I remember the first time I ran into this ingredient while working on a formulation for a mild hand soap. My initial curiosity centered on its structure: a long-chain alkyl group built around lauryl (twelve carbon atoms), coupled through nitrogen with two hydroxyethyl arms and capped as an amine oxide. The molecular formula gives us C18H39NO3, which roughly translates into a combination of oil-loving (hydrophobic) and water-loving (hydrophilic) sections. This dual nature allows it to nestle between water and oil, breaking apart stains and helping oils move into the rinse water. In practical terms, it often acts as a co-surfactant, giving synergy to harsher or more traditional surfactants such as SLS (Sodium Lauryl Sulfate).
Tests in the laboratory show that lauryl di(2-hydroxyethyl)amine oxide achieves solid foam stabilization at relatively low concentrations. The creamy, durable foam feels softer—not thin or squeaky in the hand—and supports gentle cleansing without the bite found in some anionic surfactants. My experience matches what formulators talk about in trade publications: including this molecule in personal care items manages to boost cleaning power while dialing back the roughness on skin or fabrics. Many colleagues comment that it also improves viscosity, stabilizing the wash without overwhelming the scent or color of the final product. These fine-tuned details don’t always jump out in advertising, but they matter deeply for brand reputation.
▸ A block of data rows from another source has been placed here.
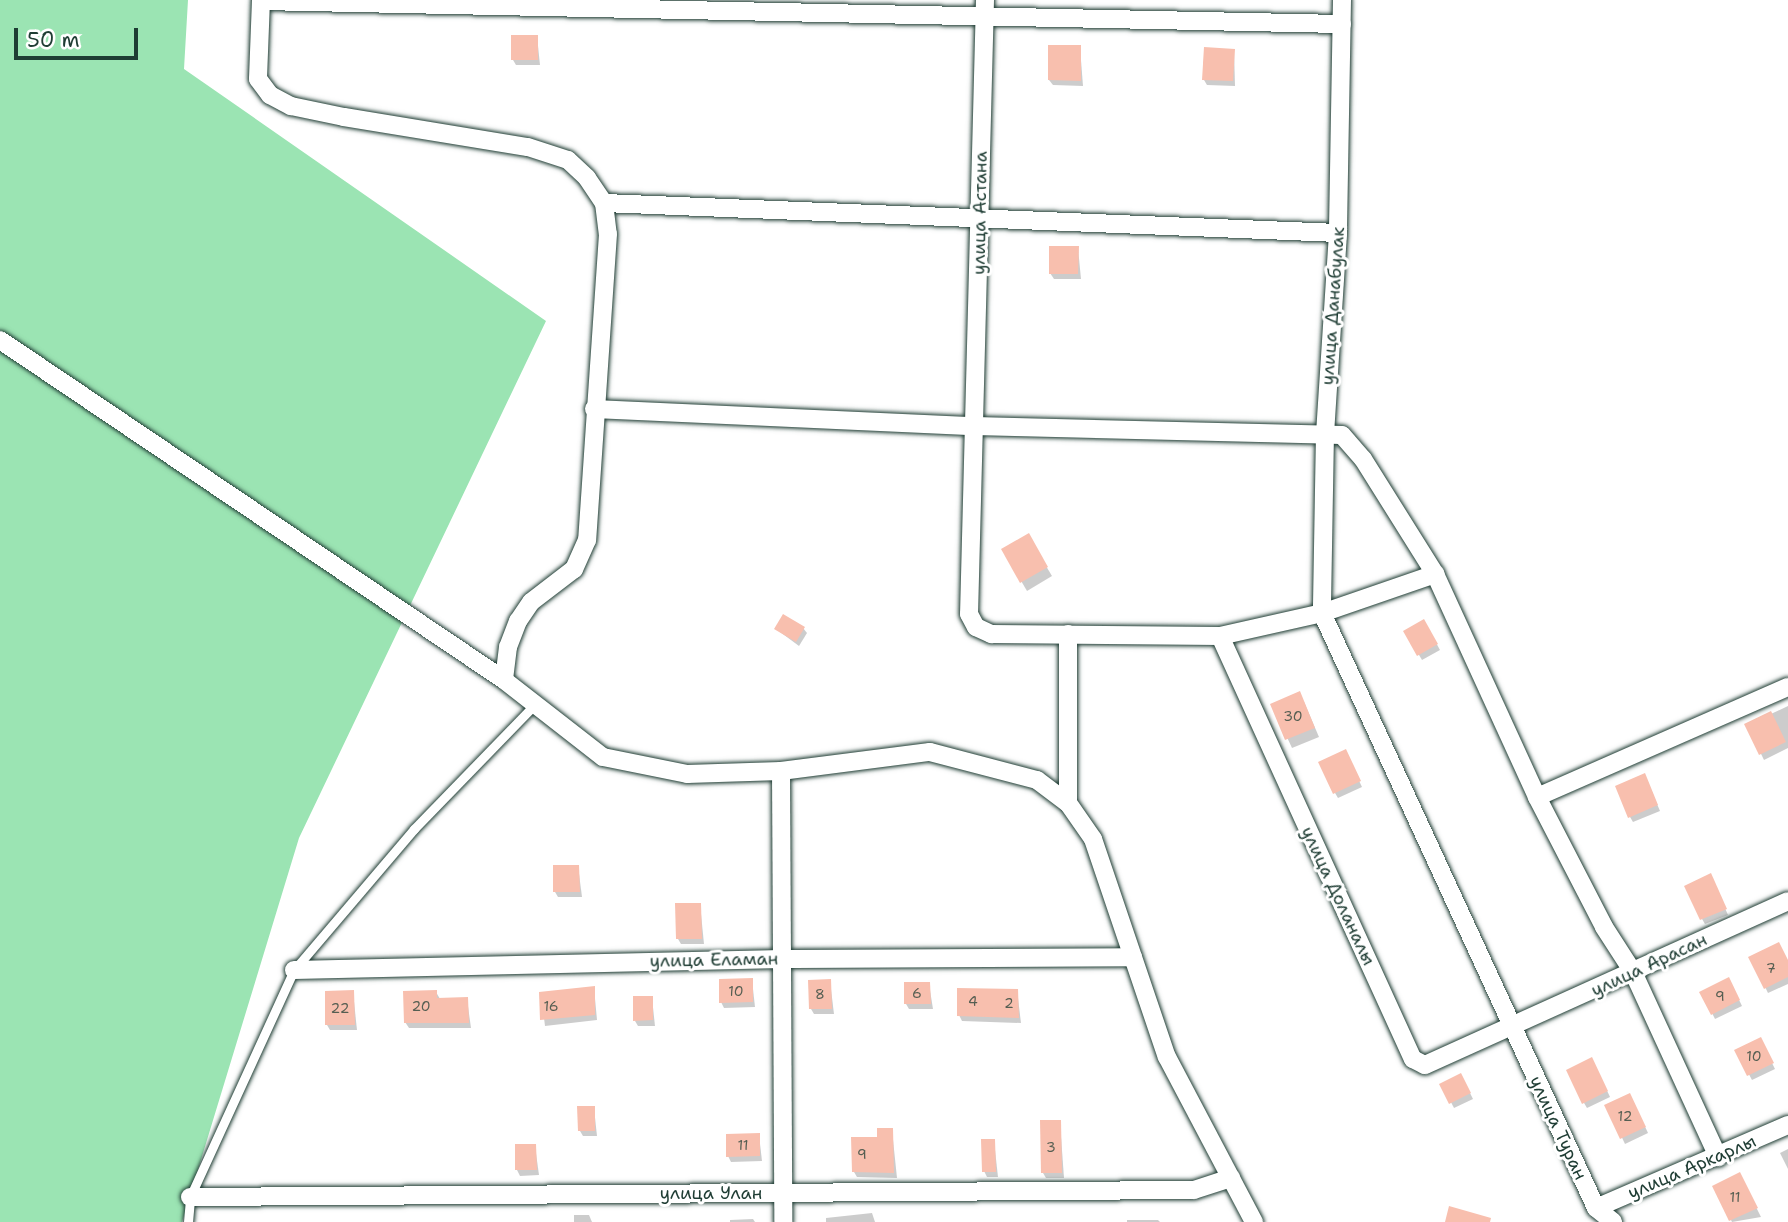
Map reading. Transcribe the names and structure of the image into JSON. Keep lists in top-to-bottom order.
{
  "streets": {
    "street": [
      "улица Астана",
      "улица Данабулак",
      "улица Доланалы",
      "улица Еламан",
      "улица Арасан",
      "улица Туран",
      "улица Аркарлы",
      "улица Улан"
    ]
  },
  "crossings": [
    ["улица Астана", "улица Данабулак"],
    ["улица Астана", "улица Доланалы"],
    ["улица Астана", "улица Туран"],
    ["улица Данабулак", "улица Туран"],
    ["улица Доланалы", "улица Арасан"],
    ["улица Доланалы", "улица Туран"],
    ["улица Арасан", "улица Туран"],
    ["улица Туран", "улица Аркарлы"]
  ],
  "house_numbers": [
    "30",
    "7",
    "10",
    "6",
    "8",
    "9",
    "4",
    "2",
    "20",
    "16",
    "22",
    "10",
    "12",
    "11",
    "3",
    "9",
    "11"
  ],
  "scale_bar": "50 m"
}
Sourcing high-purity lauryl di(2-hydroxyethyl)amine oxide typically brings batch consistency above 98%. Most commonly, products supplied as colorless or pale yellow liquids, with an active content ranging between 28% and 32%, balance ease of pumping with solid shelf life under sealed storage. In the field, it dissolves well in water and integrates seamlessly with both ionic and non-ionic surfactants—a must for applications ranging from shampoos and facial cleansers to dishwashing liquids, laundry detergents, and industrial cleaners.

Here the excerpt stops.